A proposta não extingue automaticamente o benefício, mas cria base para que futuras leis possam restringir ou acabar com a progressão nesses casos, sem risco de questionamento ou invalidação judicial.
Hoje, a progressão de regime — que transfere o apenado para um regime menos rigoroso — é um direito previsto na Lei de Execução Penal e depende do cumprimento de requisitos, como boa conduta carcerária e, quando necessário, exame criminológico, conforme entendimento do Tribunal de Justiça do Distrito Federal e dos Territórios (TJDFT).
De autoria do Executivo, a PEC é prioridade do governo do presidente Luiz Inácio Lula da Silva (PT). O texto dá status constitucional ao Sistema Único de Segurança Pública (SUSP), criado por lei ordinária em 2018, e prevê maior integração entre União, estados e municípios na formulação e execução de políticas de segurança.
A proposta também altera regras relacionadas ao Conselho de Segurança, ao Fundo Nacional de Segurança Pública, ao Fundo Penitenciário Nacional e às atribuições da Polícia Federal (PF), da Polícia Rodoviária Federal (PRF) e das guardas municipais.
O texto deve avançar na Câmara dos Deputados a partir de março. A análise, inicialmente prevista para fevereiro, foi adiada para ampliar negociações entre o relator e as bancadas. As conversas foram articuladas com líderes partidários e com o presidente da Casa, Hugo Motta (Republicanos-PB).
No início do mês, Mendonça também discutiu a proposta com o ministro da Justiça, Wellington César. Há divergências na base governista, especialmente sobre pontos como a redução da maioridade penal, mantendo o texto em negociação. A expectativa é que a PEC seja analisada na comissão especial no início de março e, se aprovada, siga ao plenário.

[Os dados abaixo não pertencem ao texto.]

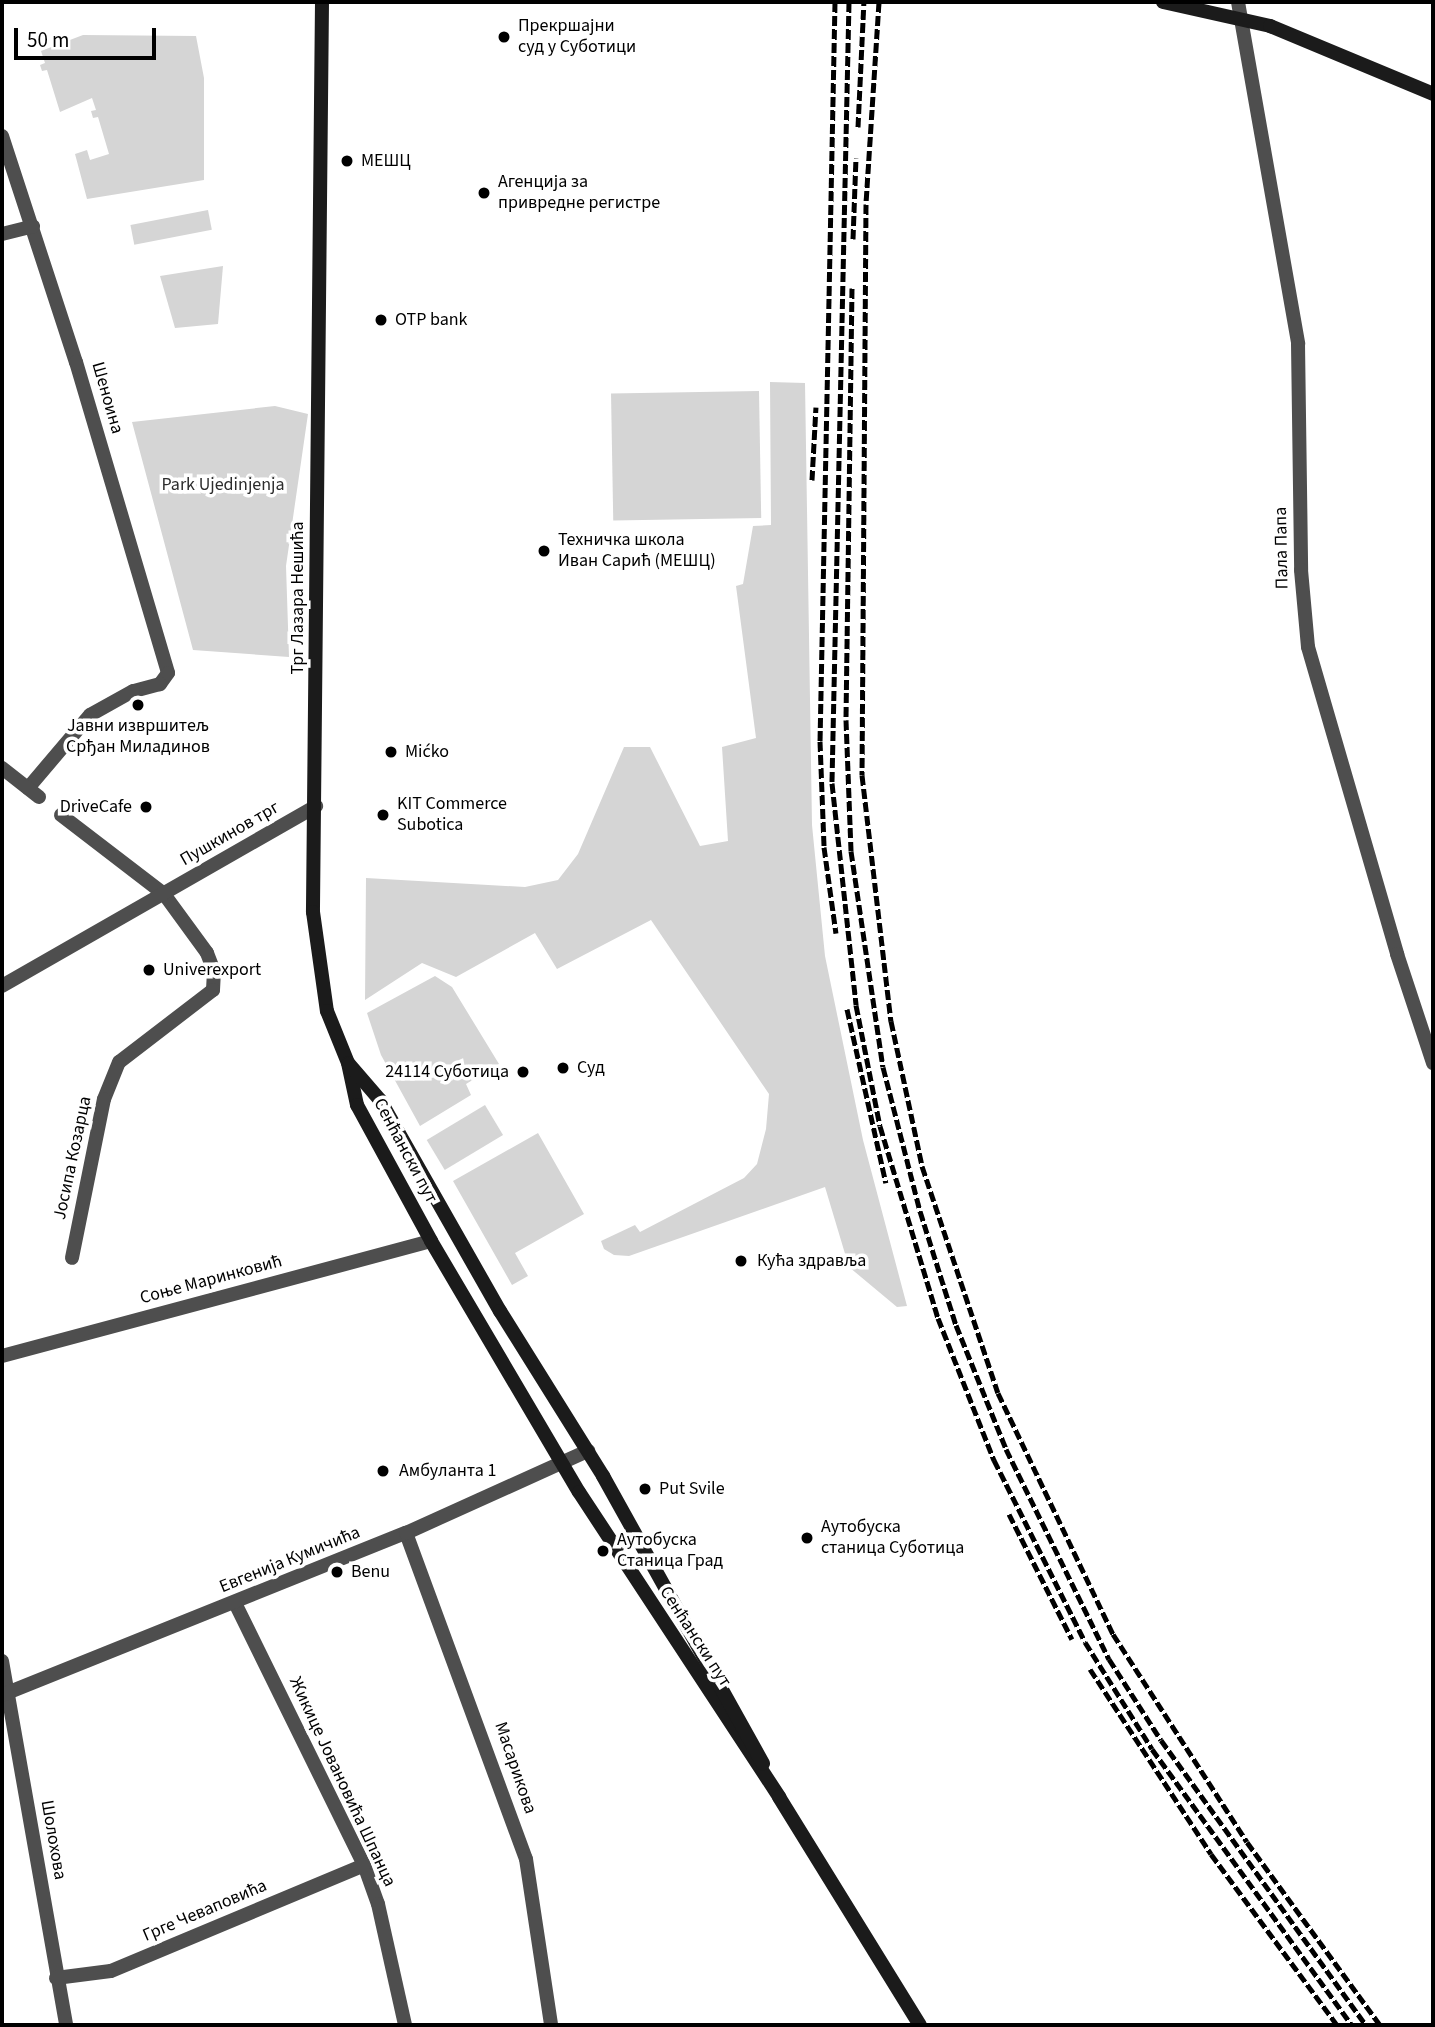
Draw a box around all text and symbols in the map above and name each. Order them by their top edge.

Por se tratar de emenda constitucional, pode ser votada mesmo com a pauta trancada.
Paralelamente, o projeto conhecido como Antifacção, que tramita com urgência, pode bloquear a pauta nos próximos dias. A matéria já foi aprovada pela Câmara, sofreu alterações no Senado e retornou para nova análise dos deputados. O relator defende que a PEC da Segurança seja votada antes do projeto, mas a definição da ordem de votação caberá à presidência da Casa e aos líderes partidários.